What the task requires: Where the word "Troncal" occurs in a line of the listing below, copy that line.

Raw data:

————

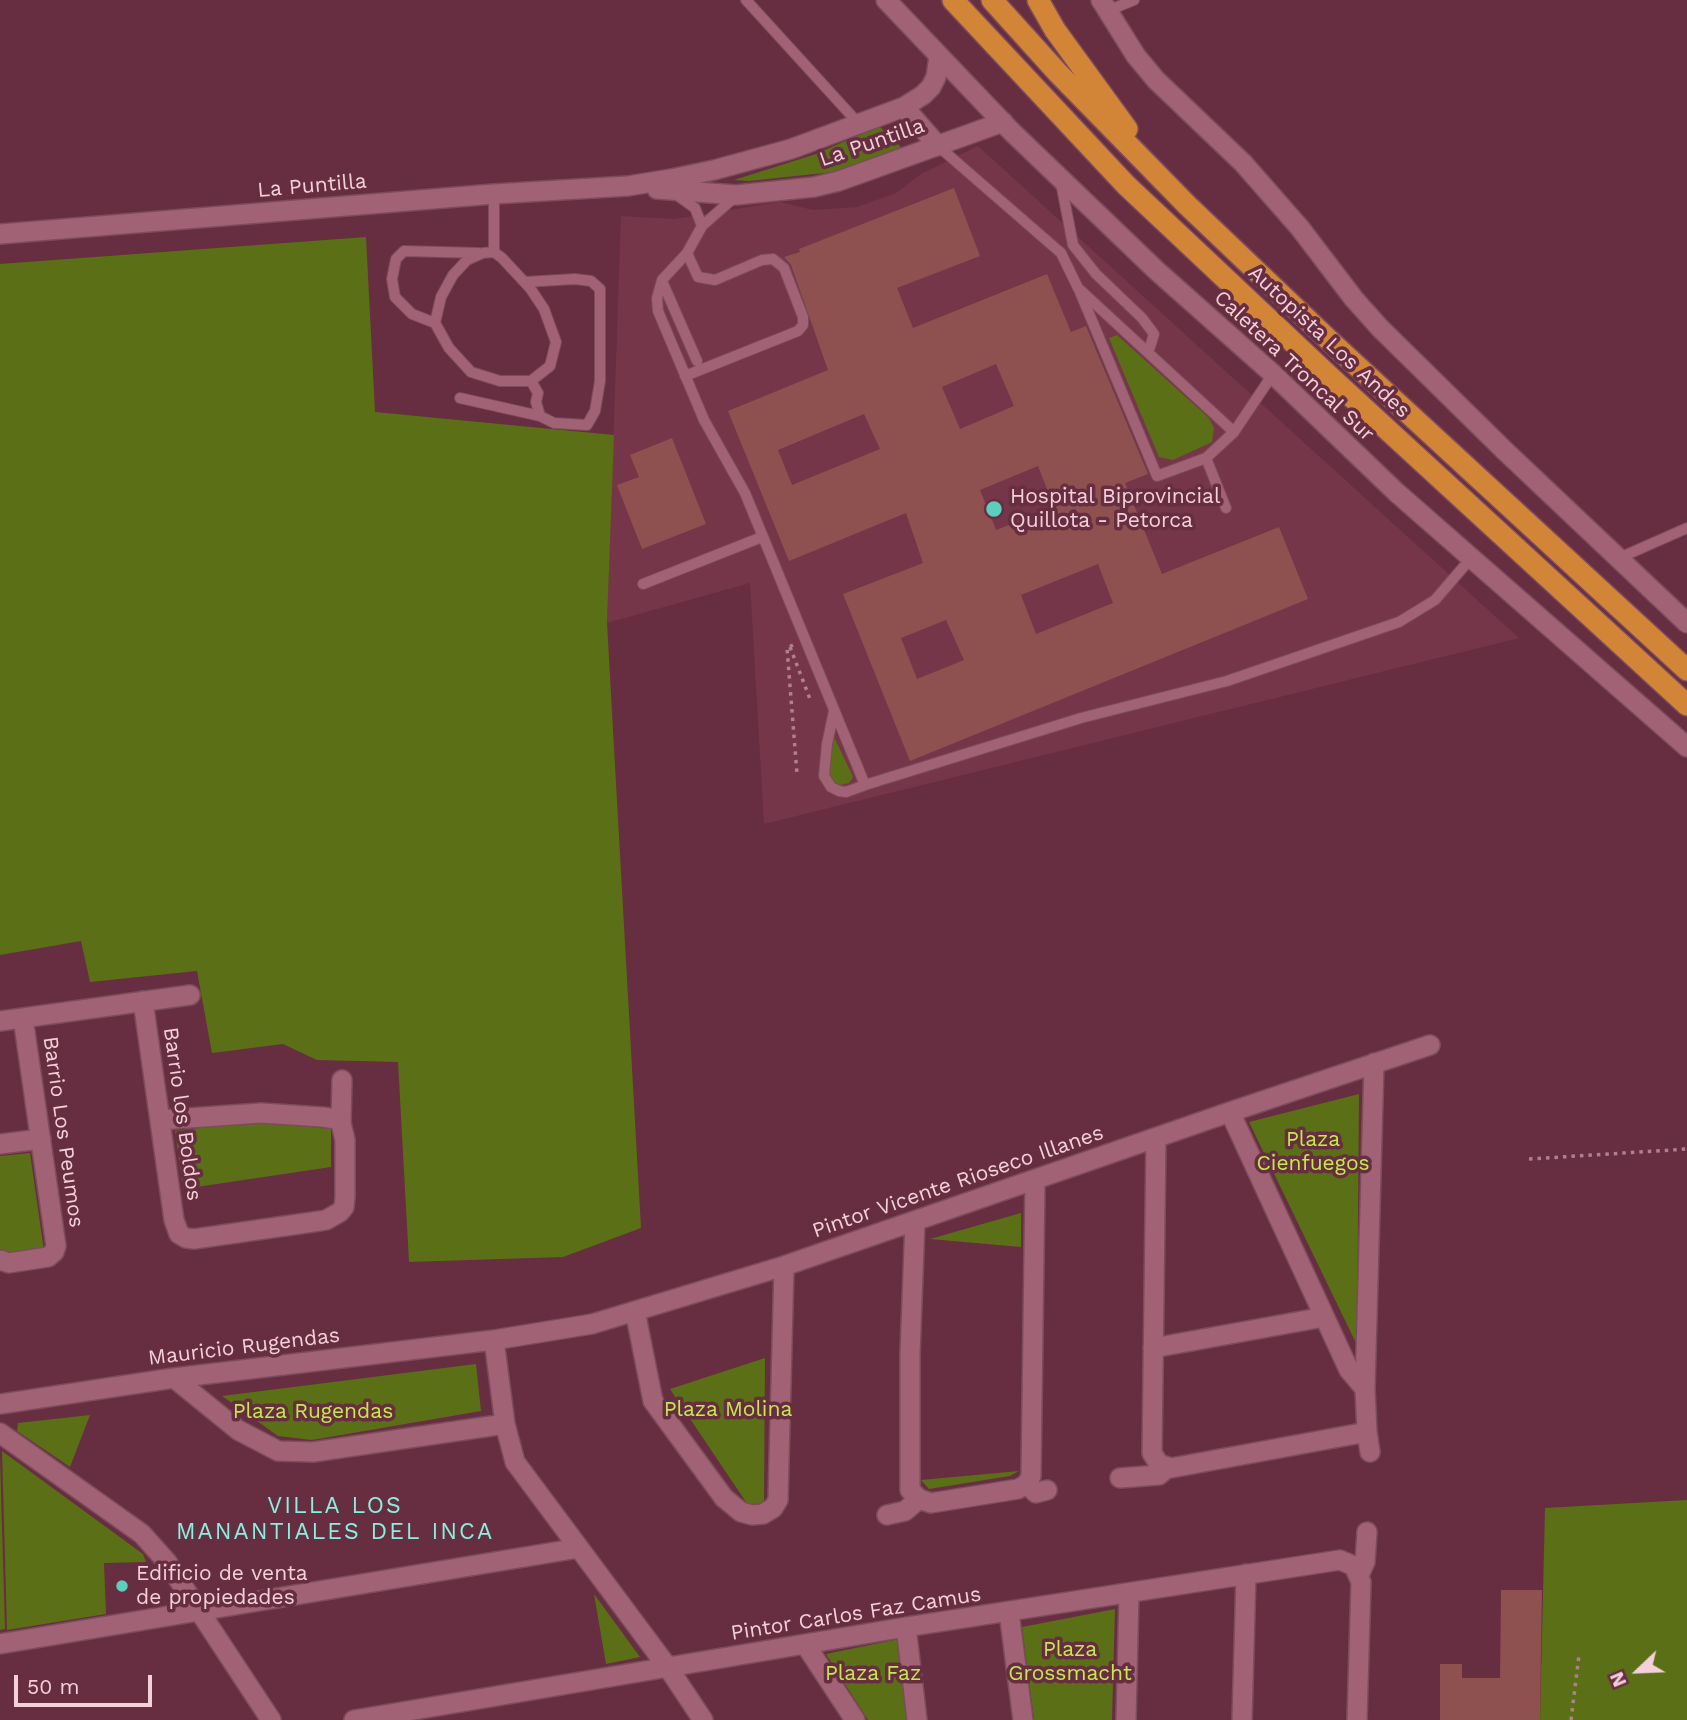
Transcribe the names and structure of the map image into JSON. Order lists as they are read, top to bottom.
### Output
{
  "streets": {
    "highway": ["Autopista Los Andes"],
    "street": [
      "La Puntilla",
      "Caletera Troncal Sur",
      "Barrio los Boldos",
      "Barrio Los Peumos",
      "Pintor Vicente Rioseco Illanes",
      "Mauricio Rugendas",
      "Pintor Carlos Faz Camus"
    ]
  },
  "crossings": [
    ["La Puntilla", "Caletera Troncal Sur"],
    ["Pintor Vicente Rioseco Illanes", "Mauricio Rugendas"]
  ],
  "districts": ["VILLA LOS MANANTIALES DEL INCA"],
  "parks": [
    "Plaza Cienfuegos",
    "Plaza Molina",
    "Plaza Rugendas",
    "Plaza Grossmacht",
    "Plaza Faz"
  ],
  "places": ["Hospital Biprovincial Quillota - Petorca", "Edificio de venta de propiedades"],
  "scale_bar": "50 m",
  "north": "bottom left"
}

————

Exercise output:
      "Caletera Troncal Sur",
    ["La Puntilla", "Caletera Troncal Sur"],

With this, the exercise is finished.